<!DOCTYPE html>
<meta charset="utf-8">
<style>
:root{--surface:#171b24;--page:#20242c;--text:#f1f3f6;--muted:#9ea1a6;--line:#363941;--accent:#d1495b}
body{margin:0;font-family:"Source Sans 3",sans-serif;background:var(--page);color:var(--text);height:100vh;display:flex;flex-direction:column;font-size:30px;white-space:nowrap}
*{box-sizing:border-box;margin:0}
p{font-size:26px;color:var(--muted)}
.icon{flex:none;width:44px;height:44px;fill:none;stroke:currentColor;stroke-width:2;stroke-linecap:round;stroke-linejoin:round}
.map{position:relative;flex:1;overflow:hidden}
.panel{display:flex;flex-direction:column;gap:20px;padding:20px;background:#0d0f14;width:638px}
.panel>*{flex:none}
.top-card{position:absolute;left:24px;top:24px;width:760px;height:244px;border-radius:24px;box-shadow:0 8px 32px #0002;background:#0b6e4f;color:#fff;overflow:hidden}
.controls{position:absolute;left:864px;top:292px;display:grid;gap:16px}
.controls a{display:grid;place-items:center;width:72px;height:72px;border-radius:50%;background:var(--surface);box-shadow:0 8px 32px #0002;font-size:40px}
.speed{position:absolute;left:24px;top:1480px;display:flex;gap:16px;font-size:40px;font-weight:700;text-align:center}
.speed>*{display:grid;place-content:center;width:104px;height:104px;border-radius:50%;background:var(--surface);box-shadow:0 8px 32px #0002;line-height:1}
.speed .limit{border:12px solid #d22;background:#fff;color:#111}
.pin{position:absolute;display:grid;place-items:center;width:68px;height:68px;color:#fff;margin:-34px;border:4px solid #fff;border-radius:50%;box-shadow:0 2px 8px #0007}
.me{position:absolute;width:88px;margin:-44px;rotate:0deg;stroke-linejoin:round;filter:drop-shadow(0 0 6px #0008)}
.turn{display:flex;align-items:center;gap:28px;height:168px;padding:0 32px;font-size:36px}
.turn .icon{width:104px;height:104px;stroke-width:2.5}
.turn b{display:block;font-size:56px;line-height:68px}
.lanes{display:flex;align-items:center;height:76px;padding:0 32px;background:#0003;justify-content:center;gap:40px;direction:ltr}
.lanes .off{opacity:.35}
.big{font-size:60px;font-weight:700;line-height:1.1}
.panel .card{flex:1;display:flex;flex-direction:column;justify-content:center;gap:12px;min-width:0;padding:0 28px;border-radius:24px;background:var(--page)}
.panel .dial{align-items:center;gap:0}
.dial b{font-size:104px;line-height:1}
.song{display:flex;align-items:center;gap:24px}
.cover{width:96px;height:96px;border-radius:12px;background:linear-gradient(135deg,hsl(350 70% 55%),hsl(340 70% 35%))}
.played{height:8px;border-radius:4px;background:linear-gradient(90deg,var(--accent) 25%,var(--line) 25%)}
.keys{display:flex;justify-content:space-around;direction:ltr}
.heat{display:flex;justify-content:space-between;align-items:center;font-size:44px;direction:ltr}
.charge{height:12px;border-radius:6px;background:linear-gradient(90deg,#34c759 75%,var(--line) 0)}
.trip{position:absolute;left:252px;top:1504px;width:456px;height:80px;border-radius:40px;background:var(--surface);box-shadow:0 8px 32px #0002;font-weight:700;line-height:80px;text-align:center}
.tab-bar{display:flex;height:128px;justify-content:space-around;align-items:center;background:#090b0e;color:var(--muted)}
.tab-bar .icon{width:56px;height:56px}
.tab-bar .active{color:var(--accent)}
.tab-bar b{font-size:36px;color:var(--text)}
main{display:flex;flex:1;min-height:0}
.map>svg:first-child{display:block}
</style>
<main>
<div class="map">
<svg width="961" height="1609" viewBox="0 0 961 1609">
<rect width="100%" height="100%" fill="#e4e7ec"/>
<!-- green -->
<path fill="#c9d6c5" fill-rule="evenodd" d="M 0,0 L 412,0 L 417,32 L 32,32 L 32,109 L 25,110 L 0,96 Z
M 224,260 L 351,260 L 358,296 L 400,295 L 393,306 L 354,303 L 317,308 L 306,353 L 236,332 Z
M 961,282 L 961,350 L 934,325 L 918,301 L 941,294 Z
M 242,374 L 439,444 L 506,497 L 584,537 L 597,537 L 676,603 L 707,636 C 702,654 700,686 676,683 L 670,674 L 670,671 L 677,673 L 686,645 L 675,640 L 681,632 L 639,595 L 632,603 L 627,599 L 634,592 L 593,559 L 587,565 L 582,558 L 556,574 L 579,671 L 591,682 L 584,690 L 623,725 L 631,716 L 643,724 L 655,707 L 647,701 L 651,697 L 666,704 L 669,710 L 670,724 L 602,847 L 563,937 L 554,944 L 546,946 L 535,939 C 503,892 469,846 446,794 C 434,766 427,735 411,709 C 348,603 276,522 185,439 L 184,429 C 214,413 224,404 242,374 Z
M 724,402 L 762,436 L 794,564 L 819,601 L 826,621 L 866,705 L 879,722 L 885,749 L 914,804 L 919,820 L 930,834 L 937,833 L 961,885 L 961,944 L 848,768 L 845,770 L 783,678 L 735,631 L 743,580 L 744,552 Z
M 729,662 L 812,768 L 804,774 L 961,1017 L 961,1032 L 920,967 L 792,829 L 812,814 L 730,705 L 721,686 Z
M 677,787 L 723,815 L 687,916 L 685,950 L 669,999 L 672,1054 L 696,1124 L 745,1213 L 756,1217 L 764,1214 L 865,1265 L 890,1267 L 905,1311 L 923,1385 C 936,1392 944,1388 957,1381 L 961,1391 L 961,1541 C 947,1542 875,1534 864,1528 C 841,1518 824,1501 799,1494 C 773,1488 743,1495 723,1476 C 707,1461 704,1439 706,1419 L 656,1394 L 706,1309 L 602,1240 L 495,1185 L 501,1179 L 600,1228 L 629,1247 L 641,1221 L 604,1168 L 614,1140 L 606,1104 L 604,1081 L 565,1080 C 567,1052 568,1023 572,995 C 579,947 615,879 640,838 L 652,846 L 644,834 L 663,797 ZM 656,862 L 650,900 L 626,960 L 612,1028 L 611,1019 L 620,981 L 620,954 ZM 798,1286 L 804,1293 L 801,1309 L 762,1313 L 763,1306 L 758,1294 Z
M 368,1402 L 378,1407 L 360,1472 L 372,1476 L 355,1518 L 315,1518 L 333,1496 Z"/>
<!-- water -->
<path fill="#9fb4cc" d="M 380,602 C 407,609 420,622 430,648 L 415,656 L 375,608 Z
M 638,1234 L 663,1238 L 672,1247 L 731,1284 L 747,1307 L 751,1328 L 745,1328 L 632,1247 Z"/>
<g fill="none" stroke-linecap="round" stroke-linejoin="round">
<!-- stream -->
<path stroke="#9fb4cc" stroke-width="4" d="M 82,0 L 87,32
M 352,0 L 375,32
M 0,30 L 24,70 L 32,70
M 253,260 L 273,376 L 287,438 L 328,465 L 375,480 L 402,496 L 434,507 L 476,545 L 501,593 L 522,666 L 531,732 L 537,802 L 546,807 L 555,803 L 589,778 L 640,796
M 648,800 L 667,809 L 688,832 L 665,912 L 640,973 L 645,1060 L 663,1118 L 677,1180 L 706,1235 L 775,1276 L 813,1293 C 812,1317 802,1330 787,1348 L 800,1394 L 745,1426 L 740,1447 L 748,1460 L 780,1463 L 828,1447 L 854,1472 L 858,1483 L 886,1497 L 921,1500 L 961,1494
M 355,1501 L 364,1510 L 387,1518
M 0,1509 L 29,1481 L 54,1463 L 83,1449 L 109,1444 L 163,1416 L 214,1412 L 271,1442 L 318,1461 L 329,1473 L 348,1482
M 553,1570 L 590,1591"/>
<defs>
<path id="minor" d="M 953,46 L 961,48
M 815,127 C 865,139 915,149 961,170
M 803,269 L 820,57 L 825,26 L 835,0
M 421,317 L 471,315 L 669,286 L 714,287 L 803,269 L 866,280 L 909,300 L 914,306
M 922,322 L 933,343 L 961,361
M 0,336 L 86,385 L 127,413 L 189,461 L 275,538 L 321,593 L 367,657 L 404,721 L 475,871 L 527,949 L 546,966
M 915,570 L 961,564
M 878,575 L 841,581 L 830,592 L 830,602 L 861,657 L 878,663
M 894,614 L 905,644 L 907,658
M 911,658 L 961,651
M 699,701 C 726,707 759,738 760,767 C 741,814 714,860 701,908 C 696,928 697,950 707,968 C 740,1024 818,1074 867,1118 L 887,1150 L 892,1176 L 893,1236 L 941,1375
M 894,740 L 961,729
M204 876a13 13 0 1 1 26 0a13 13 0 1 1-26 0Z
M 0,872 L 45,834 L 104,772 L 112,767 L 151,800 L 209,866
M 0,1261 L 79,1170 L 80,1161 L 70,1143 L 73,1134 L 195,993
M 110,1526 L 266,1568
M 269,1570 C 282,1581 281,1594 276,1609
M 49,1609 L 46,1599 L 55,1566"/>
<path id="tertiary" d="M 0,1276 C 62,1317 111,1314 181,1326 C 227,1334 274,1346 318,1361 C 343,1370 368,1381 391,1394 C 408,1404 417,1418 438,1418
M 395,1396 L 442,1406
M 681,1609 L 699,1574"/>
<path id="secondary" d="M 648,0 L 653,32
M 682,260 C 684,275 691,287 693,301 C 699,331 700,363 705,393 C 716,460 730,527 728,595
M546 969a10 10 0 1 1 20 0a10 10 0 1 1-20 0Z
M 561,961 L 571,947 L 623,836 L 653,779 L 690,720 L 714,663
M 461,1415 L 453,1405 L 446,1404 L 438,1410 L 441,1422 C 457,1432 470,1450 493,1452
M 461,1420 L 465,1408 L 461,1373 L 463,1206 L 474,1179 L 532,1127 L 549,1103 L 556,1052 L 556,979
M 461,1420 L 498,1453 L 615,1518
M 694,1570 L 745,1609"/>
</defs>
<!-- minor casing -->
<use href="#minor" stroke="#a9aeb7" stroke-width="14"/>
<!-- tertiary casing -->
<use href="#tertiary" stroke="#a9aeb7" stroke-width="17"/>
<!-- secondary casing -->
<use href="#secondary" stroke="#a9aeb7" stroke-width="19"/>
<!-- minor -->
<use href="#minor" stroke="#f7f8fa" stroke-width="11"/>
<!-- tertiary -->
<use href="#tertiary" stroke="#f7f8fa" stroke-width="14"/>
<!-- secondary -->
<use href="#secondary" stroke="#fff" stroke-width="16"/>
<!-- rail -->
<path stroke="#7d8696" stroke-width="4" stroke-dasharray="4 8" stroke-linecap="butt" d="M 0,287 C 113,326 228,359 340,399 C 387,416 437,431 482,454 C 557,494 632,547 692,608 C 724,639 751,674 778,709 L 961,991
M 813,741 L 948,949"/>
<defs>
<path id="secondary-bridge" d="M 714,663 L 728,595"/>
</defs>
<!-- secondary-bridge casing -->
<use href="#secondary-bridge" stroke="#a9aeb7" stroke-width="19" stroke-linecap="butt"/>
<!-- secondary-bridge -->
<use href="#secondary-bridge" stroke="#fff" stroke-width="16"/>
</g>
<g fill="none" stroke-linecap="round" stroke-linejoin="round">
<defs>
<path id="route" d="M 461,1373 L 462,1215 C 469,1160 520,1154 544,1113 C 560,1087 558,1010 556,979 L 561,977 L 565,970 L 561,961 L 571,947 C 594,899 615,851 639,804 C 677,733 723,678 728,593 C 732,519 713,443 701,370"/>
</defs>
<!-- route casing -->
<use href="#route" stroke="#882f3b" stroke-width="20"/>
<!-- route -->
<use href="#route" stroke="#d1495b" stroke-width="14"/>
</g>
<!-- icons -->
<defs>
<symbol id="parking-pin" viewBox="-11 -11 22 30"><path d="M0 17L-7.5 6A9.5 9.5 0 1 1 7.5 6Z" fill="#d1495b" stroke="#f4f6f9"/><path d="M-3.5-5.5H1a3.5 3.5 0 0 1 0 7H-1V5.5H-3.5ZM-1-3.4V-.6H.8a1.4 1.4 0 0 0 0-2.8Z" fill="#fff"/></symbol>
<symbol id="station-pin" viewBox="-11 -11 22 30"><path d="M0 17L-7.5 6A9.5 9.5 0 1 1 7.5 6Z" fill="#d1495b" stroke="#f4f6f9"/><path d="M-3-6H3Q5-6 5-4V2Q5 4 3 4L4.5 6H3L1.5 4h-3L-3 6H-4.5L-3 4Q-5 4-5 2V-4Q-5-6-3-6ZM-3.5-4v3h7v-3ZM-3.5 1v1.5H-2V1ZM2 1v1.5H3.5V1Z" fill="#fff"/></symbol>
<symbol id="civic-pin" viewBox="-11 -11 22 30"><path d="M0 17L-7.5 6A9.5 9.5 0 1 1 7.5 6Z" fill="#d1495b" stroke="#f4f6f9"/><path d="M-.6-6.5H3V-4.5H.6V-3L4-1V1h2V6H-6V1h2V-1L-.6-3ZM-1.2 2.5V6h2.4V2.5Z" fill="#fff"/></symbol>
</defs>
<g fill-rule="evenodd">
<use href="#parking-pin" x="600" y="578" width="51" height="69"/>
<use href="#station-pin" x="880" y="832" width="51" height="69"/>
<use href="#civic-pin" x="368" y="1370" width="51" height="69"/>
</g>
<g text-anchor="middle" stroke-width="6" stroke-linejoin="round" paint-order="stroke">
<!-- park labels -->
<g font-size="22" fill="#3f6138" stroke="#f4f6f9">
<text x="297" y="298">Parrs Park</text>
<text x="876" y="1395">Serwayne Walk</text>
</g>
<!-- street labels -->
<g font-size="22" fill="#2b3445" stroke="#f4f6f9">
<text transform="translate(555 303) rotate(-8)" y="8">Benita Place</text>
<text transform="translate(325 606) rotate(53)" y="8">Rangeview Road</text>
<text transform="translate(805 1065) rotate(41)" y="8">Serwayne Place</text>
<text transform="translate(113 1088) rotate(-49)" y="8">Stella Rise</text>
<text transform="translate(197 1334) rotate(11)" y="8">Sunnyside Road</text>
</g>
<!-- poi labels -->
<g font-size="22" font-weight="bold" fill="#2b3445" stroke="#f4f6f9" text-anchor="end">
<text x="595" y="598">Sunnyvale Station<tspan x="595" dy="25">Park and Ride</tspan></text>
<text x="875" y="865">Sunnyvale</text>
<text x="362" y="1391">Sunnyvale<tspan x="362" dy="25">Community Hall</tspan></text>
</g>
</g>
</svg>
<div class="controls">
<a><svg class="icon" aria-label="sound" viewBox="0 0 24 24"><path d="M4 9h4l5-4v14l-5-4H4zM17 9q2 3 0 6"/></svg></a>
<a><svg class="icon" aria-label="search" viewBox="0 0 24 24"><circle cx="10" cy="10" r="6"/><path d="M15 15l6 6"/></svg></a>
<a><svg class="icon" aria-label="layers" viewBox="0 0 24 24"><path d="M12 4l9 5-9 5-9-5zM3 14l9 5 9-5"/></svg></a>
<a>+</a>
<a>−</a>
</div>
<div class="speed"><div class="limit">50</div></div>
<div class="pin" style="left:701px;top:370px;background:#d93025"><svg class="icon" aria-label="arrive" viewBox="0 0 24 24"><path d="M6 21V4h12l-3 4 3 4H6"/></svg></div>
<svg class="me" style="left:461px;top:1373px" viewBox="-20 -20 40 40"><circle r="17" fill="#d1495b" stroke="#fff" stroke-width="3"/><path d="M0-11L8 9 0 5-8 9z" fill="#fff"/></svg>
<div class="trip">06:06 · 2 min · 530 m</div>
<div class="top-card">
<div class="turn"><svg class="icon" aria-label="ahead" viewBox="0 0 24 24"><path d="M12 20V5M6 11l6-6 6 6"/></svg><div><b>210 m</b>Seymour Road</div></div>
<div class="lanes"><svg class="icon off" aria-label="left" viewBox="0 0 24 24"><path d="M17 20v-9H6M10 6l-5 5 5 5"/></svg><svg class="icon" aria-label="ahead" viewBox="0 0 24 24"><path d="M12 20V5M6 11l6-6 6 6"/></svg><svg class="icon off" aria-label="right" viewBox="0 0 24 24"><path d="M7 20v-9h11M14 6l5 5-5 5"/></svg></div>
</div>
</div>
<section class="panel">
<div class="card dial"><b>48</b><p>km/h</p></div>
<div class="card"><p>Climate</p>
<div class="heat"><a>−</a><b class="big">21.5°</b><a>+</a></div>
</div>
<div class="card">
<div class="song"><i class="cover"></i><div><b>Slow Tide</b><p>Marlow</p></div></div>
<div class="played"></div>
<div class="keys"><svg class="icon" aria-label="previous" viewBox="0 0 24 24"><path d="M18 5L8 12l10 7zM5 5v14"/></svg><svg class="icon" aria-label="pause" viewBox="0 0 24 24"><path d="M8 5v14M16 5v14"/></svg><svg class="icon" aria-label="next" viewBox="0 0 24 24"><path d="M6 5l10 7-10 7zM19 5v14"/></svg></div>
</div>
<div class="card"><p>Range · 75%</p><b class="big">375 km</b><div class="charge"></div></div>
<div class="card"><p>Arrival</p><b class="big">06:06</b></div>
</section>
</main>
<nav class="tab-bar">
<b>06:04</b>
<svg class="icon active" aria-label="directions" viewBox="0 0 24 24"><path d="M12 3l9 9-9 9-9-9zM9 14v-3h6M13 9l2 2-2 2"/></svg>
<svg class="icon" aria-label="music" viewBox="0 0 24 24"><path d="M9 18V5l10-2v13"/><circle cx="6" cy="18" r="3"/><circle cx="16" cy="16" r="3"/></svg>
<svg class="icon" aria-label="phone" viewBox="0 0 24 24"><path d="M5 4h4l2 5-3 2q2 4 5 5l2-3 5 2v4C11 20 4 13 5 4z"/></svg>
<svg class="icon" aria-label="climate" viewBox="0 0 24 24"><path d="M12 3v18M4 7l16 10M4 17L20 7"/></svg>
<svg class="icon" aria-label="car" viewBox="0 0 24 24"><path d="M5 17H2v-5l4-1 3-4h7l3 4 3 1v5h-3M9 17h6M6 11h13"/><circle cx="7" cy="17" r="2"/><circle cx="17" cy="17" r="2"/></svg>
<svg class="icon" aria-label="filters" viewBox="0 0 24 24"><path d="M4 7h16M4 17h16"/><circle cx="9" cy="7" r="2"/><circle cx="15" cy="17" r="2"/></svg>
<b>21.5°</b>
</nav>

####

## [WORK TASK]
Copy out all lines from the records where the word "played" appears.

## [OUTPUT FOR THIS EXERCISE]
.played{height:8px;border-radius:4px;background:linear-gradient(90deg,var(--accent) 25%,var(--line) 25%)}
<div class="played"></div>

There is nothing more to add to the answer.